Por Trino Márquez,
21/05/2015
Las denuncias de The
Wall Street Journal contra Diosdado Cabello, la aparición del libro Bumerán
Chávez, escrito por el periodista español Emili Blasco, las visitas al país de
Thomas Shannon, Consejero del Departamento de Estado de EE.UU., y otros misiles
atómicos que le han lanzado al gobierno de Nicolás Maduro desde diferentes
flancos, han llevado a pensar a algunos analistas nacionales e internacionales
que el derrumbe del régimen se encuentra en el horizonte cercano. Se imaginan
una guerra fratricida entre Maduro y Cabello y un desenlace en el cual
inevitablemente uno hará morder el polvo de la derrota al otro.
No soy tan
optimista. Este régimen se mantiene sobre la base de lealtades que pasan por la
complicidad y el celestinaje con todas las formas de corrupción aplicadas a lo
largo de dieciséis años disfrutando del poder. Aunque sea solo por hipocresía,
la respuesta de Maduro frente a las denuncias contra el Presidente de la
Asamblea Nacional fue de una solidaridad enfática. “Quien ataca a Diosdado me
ataca a mí”, fueron sus palabras. Además, señaló que iniciará –financiará con
recursos públicos- una campaña nacional e internacional en defensa del segundo
hombre de abordo. Mario Silva, quien supuestamente es encarnizado adversario de
Cabello, salió en defensa de su compañero de tolda. Lo mismo hizo el TSJ por
intermedio de su presidenta, Gladys Gutiérrez.
En este momento,
cuando deberían aparecer sus hipotéticas fisuras, el régimen se cierra en torno
a la defensa del personaje más impopular y rechazado de los rojos. La disputa
frontal entre maduristas y diosdadistas no se percibe por ningún lado. Lo que
se registra a través de los medios de comunicación es una unidad hermética.
¿Por qué estas
expresiones de apoyo con Cabello? Desde luego que no es porque los miembros de
la élite formen una especie de hermandad basada en el afecto y la admiración
mutua. En todas partes del mundo, incluso en las democracias más asentadas,
quienes se encuentran en la cercanía del poder sienten recelos mutuos.
Desconfían unos de otros. La cúpula roja no representa la excepción de la
regla. Sin embargo, de los cubanos han aprendido que la única manera de
eternizarse en el poder es mostrando una fachada unitaria, no importa cuánto se
odien entre sí.

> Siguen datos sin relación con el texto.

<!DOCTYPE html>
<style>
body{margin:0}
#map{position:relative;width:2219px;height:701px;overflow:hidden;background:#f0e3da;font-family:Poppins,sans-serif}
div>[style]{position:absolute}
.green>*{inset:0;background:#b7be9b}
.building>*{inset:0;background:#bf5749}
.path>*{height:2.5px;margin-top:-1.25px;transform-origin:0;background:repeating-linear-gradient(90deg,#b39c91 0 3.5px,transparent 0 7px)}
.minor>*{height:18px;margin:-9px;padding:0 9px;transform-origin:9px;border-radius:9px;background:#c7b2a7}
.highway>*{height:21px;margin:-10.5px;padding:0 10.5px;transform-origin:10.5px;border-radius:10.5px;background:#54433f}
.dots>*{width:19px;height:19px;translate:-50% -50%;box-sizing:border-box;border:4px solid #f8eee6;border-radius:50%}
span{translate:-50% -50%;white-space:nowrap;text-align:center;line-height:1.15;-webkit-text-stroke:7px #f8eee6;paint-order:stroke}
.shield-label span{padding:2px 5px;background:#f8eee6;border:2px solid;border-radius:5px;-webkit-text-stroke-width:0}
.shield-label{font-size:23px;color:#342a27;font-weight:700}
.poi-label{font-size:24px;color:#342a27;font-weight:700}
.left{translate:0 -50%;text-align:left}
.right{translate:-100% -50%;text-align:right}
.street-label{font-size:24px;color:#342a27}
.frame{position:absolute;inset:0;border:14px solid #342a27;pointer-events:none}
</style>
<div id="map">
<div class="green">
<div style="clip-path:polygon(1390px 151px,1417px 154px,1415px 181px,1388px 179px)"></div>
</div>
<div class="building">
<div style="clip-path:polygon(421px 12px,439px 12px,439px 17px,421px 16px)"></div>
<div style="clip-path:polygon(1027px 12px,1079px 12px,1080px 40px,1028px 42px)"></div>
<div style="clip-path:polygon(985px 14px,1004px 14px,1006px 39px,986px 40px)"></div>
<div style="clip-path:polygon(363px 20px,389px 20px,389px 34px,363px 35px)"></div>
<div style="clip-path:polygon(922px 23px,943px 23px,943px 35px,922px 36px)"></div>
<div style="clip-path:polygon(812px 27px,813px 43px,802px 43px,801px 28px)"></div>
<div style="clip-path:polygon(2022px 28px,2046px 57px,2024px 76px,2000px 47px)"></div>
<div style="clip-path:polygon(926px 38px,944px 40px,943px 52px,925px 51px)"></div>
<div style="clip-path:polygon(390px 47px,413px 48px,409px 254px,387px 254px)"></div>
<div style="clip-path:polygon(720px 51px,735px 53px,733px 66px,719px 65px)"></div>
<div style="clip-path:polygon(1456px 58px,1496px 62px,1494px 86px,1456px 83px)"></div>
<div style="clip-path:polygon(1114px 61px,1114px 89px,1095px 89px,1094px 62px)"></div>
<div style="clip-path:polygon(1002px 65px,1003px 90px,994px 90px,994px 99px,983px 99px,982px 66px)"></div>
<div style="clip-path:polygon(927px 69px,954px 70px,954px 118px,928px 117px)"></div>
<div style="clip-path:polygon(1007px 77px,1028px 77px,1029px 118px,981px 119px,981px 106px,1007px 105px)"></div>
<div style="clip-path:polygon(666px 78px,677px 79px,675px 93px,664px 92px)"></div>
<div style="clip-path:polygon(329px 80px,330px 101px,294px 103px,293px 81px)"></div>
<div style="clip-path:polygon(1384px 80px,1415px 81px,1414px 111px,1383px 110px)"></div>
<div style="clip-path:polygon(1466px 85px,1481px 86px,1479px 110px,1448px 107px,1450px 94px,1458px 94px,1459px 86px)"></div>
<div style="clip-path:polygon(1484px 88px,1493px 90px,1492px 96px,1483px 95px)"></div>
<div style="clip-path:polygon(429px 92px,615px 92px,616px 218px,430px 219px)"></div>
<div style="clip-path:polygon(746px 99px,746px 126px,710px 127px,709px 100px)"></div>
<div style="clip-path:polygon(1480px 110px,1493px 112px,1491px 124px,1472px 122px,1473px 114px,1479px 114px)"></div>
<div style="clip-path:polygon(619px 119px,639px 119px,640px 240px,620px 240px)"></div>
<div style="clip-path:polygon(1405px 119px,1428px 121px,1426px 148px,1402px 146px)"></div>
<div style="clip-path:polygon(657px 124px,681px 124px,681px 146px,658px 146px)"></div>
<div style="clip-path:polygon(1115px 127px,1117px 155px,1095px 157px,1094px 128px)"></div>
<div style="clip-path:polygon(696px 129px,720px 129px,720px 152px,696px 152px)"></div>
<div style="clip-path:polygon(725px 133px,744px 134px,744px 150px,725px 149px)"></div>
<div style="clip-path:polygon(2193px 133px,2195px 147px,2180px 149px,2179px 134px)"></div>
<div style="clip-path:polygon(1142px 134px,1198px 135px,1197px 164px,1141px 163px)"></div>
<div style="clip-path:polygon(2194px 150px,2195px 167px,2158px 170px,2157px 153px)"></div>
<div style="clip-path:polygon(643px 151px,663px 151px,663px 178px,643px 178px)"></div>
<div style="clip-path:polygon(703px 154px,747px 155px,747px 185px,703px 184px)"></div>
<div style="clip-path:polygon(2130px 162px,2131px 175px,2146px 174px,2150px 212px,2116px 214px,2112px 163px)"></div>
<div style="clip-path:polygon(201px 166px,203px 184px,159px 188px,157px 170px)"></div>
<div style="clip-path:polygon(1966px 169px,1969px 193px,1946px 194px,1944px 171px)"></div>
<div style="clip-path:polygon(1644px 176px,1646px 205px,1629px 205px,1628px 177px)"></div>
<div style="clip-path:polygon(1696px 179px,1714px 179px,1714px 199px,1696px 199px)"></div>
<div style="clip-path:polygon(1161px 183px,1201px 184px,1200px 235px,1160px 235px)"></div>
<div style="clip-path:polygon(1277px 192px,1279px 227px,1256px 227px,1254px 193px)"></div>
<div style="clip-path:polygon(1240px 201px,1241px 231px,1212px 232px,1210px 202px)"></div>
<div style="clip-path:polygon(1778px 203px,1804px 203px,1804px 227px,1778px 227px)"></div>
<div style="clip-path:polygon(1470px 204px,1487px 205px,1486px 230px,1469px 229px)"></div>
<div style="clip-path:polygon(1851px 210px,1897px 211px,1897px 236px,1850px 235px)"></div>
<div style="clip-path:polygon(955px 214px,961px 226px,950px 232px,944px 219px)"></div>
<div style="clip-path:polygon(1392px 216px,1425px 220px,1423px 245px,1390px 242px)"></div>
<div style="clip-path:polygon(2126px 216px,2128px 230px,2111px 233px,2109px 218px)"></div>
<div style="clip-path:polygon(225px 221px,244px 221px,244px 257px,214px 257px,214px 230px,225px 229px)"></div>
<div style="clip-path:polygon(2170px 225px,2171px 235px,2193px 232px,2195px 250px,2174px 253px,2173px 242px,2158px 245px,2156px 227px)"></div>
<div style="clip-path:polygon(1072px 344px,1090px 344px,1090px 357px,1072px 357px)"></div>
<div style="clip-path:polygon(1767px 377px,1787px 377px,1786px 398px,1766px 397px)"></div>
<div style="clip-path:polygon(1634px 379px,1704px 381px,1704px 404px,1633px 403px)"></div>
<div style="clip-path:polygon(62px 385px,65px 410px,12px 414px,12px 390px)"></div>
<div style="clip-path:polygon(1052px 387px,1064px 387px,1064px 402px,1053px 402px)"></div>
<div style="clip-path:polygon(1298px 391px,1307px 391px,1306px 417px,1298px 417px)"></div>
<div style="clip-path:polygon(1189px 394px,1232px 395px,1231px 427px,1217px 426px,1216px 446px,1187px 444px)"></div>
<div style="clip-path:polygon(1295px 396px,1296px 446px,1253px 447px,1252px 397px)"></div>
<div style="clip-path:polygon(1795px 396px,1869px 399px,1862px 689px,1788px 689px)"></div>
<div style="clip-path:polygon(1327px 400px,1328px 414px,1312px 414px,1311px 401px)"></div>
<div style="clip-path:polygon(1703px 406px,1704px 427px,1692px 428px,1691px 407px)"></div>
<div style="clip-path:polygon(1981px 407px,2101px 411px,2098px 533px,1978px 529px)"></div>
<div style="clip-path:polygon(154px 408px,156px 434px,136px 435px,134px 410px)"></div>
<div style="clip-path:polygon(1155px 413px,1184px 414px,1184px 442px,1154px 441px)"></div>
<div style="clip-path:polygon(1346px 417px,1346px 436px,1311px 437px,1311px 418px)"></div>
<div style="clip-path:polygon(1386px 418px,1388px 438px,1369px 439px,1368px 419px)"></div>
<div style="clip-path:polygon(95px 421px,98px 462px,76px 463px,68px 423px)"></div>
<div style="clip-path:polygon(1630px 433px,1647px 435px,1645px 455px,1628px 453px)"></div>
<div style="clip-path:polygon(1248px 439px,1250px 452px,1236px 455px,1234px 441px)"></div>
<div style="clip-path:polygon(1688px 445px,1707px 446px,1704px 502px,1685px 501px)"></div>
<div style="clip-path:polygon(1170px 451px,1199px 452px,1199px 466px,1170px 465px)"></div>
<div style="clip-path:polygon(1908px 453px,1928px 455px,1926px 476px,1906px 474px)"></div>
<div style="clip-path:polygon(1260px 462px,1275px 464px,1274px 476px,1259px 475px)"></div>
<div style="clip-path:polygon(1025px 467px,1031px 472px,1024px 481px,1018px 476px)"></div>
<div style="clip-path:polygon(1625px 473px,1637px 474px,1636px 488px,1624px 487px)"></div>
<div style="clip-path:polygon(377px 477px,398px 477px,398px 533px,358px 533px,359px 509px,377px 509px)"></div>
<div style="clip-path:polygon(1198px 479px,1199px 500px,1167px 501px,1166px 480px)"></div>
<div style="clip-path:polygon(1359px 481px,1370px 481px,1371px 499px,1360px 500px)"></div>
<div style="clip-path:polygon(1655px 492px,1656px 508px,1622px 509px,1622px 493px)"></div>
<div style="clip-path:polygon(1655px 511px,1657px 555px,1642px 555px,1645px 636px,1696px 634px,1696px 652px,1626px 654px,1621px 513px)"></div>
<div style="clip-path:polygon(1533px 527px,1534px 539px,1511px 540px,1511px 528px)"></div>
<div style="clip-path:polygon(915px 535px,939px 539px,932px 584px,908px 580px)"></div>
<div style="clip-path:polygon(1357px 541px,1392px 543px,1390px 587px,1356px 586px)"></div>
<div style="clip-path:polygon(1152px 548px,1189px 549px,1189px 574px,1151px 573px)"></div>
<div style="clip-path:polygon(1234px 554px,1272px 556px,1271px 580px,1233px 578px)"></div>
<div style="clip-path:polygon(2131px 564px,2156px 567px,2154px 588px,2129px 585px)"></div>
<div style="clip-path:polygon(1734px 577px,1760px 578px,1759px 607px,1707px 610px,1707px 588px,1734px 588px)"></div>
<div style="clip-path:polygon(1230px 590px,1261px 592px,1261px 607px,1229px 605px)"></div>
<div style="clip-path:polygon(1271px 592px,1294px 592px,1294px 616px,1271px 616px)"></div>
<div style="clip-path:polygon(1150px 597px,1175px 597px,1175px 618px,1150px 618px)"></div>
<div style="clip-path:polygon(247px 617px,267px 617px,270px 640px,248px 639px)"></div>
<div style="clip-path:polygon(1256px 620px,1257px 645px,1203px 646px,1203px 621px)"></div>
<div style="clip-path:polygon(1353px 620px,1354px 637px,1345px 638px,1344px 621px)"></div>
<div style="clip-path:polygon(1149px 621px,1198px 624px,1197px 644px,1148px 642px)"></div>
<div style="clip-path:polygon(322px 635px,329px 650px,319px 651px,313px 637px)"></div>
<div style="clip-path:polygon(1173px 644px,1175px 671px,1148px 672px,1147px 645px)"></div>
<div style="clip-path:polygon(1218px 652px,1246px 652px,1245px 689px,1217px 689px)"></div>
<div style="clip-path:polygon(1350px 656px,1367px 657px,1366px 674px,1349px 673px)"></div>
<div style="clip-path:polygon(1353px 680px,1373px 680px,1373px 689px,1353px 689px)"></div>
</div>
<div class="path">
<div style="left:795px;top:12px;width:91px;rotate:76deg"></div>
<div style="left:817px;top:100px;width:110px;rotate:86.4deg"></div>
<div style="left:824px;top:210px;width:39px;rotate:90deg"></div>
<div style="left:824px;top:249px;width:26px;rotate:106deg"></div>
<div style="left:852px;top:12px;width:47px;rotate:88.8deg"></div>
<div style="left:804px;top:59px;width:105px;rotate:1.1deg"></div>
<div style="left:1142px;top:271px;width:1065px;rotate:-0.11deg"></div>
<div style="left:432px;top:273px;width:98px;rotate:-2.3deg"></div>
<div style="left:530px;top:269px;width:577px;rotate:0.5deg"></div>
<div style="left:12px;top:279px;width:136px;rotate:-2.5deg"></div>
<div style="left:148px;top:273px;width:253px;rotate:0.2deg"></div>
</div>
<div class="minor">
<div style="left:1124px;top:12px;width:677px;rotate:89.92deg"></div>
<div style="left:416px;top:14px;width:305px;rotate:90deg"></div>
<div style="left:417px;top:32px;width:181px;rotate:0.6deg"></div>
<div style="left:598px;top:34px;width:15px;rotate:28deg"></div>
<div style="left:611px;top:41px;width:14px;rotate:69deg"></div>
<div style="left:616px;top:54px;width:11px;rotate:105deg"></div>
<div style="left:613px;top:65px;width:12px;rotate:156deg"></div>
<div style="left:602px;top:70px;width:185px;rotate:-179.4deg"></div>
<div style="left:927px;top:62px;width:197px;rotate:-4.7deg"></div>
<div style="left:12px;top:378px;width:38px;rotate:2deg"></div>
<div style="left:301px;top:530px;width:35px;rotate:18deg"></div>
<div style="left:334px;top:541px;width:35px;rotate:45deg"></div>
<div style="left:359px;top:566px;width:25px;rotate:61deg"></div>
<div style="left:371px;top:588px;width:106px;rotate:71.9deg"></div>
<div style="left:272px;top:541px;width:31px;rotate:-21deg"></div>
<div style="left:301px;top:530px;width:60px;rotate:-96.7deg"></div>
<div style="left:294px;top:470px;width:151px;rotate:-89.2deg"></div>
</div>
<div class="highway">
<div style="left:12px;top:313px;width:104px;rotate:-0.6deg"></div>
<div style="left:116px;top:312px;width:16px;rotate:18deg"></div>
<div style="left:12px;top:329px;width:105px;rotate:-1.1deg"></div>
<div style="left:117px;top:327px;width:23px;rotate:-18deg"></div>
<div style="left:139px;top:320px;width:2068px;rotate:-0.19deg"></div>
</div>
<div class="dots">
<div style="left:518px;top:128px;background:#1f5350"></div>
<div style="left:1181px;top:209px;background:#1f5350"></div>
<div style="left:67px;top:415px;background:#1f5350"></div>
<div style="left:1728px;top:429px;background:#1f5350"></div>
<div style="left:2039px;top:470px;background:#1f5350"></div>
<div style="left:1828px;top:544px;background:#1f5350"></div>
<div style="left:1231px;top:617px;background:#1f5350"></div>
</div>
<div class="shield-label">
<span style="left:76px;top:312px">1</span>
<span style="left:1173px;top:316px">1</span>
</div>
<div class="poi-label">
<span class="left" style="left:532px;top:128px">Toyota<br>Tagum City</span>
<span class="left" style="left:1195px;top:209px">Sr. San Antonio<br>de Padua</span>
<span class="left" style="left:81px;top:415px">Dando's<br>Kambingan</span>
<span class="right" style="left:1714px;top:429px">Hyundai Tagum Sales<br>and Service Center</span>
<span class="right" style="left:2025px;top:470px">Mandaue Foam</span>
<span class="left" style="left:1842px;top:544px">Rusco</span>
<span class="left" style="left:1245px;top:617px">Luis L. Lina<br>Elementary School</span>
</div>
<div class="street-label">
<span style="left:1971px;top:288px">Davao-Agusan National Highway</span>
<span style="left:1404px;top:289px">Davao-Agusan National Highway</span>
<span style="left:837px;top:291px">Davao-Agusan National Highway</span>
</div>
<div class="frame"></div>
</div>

Para la nomenclatura cubana el verdadero enemigo no estaba en
el territorio de la isla, sino en Florida. Lo peor que podía ocurrirles era caer
en manos de unos exiliados que habían abandonado Cuba solo con lo que llevaban
encima, dejando atrás familia, amistades y trabajo. El castigo sería bíblico.
Los rojos criollos
tienen mucho más que perder que los comunistas cubanos. Al lado de Venezuela, la
isla antillana era una nación modesta que no contaba con nada parecido a Pdvsa,
a la CVG o al Bandes. La alta jerarquía del ejército cubano no podía
enriquecerse con dólares preferenciales, con el contrabando de extracción o con
las millonarias compras de buques o armamento chatarra. En Venezuela la
situación es completamente diferente. Muchas de las fortunas súbitas e inmensas
que se conocen, se han amasado bajo la sombra del Estado chavista. Es sobre
esta red de corrupción y privilegios que se mantiene el régimen. Sobre esa
inmensa malla se sostienen dirigentes políticos, militares, empresarios,
jueces, policías, allegados al régimen. El mérito de los rojos, con la asesoría
cubana, fue haber organizado un tinglado tan férreo como las pirámides egipcias.
Este monolitismo no
se derrumba con episodios aislados, por graves que sean las conductas de los
implicados, sino con un trabajo sostenido en las organizaciones sindicales,
gremiales, estudiantiles, empresariales, campesinas, informales, tal como hacen
los chavistas con sus organizaciones de base. Ese esfuerzo por abajo es más
lento y menos espectacular, pero inevitable, si se busca fundar la alternativa
frente al desmadre actual.
Votar en las
próximas elecciones parlamentarias y ganarlas será un paso enorme en la
dirección de construir la nueva mayoría.